Mitochondrial dysfunction in cartilage and its consequences for ECM and joint homeostasis
Prof. Dr. Bent Brachvogel
University Hospital for Pediatrics and Adolescent Medicine
Experimental Neonatology
Faculty of Medicine, University of Cologne
Joseph-Stelzmann-Str. 52, 50931 Cologne
Dr. Julia Etich
Klinik und Poliklinik für Kinder- und Jugendmedizin
Experimentelle Neonatologie
Medizinische Fakultät, Universität zu Köln
Joseph-Stelzmann-Str. 52, 50931 Köln
Summary
The integrity of cartilage is warranted by the interaction of chondrocytes with their surrounding extracellular matrix (ECM), but during aging this interplay deteriorates. Mitochondria should act as substantial factor for chondrocyte homeostasis and ECM production, secretion and degradation and recent descriptive studies link mitochondrial dysfunction to pathological cartilage degeneration.
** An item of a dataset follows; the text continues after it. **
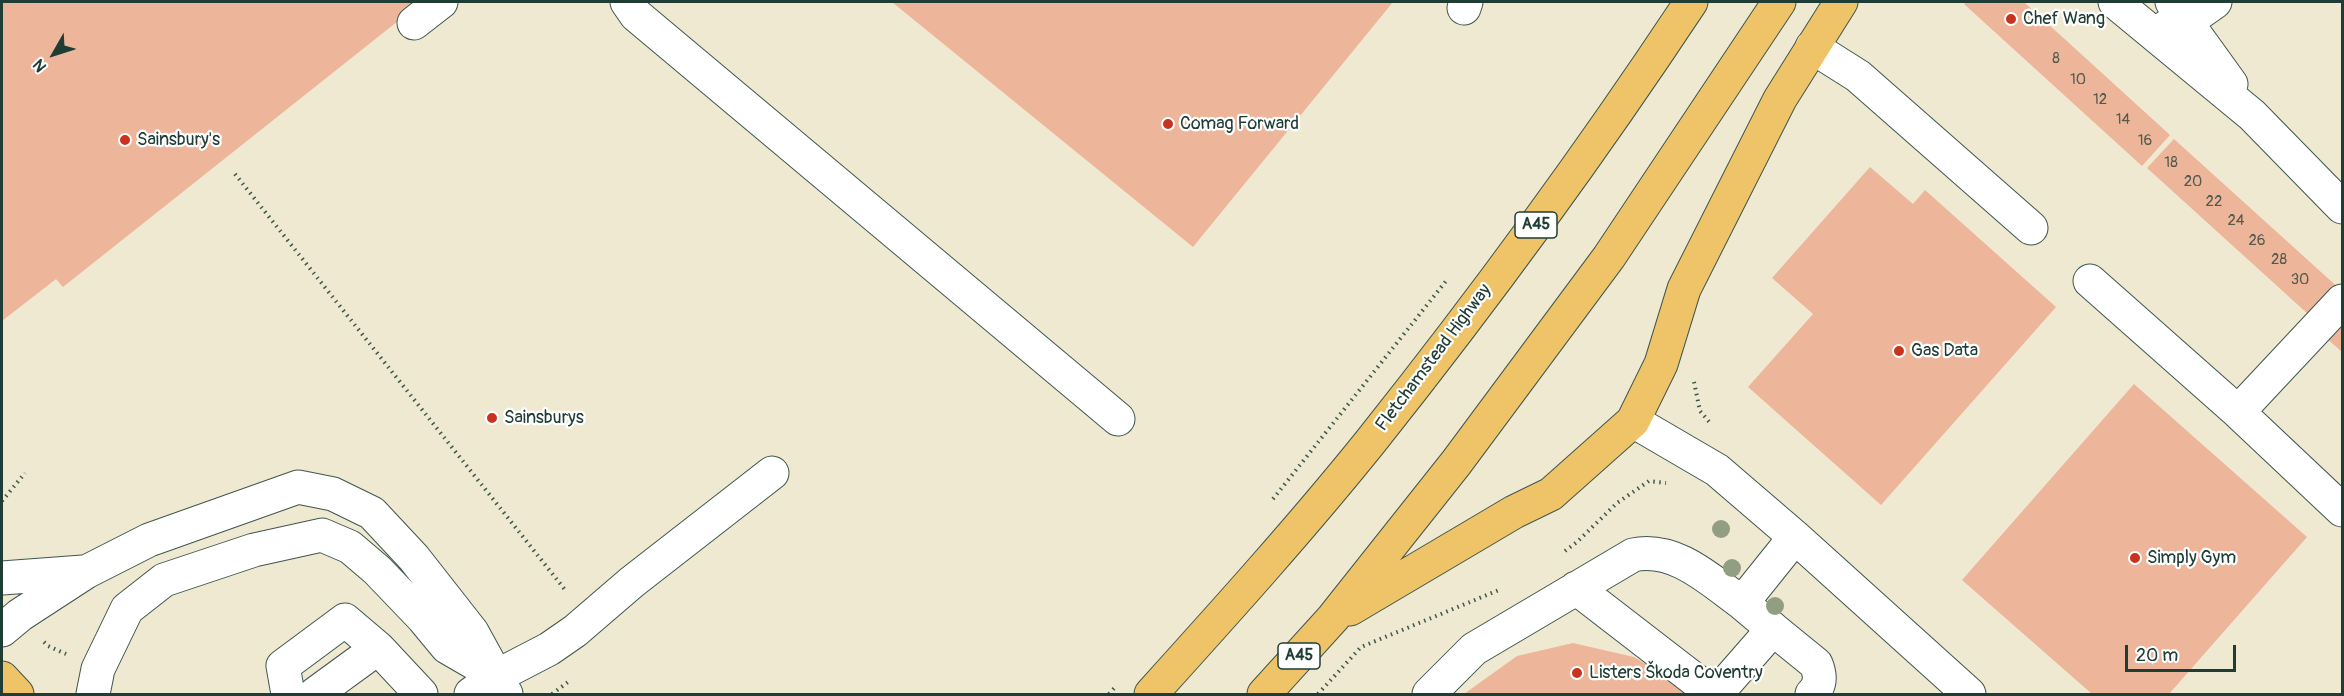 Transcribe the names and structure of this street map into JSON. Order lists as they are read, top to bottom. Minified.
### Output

We could show that mitochondrial dysfunction in cartilage disturbs the ECM composition leading to premature growth plate closure, dystrophic bone formation and impaired joint integrity. Within the research unit we now want to understand the molecular mechanisms by which mitochondrial dysfunction affect cartilage/ECM homeostasis and joint integrity. Consequences on cartilage and bone organization, inflammation and the metabolism will be determined and the link between mitochondrial dysfunction and aging-related degenerative cartilage diseases will be studied.
This project will provide an understanding of the role of mitochondria for ECM production and remodeling, cartilage to bone transformation and the pathogenesis of mitochondria-related joint diseases.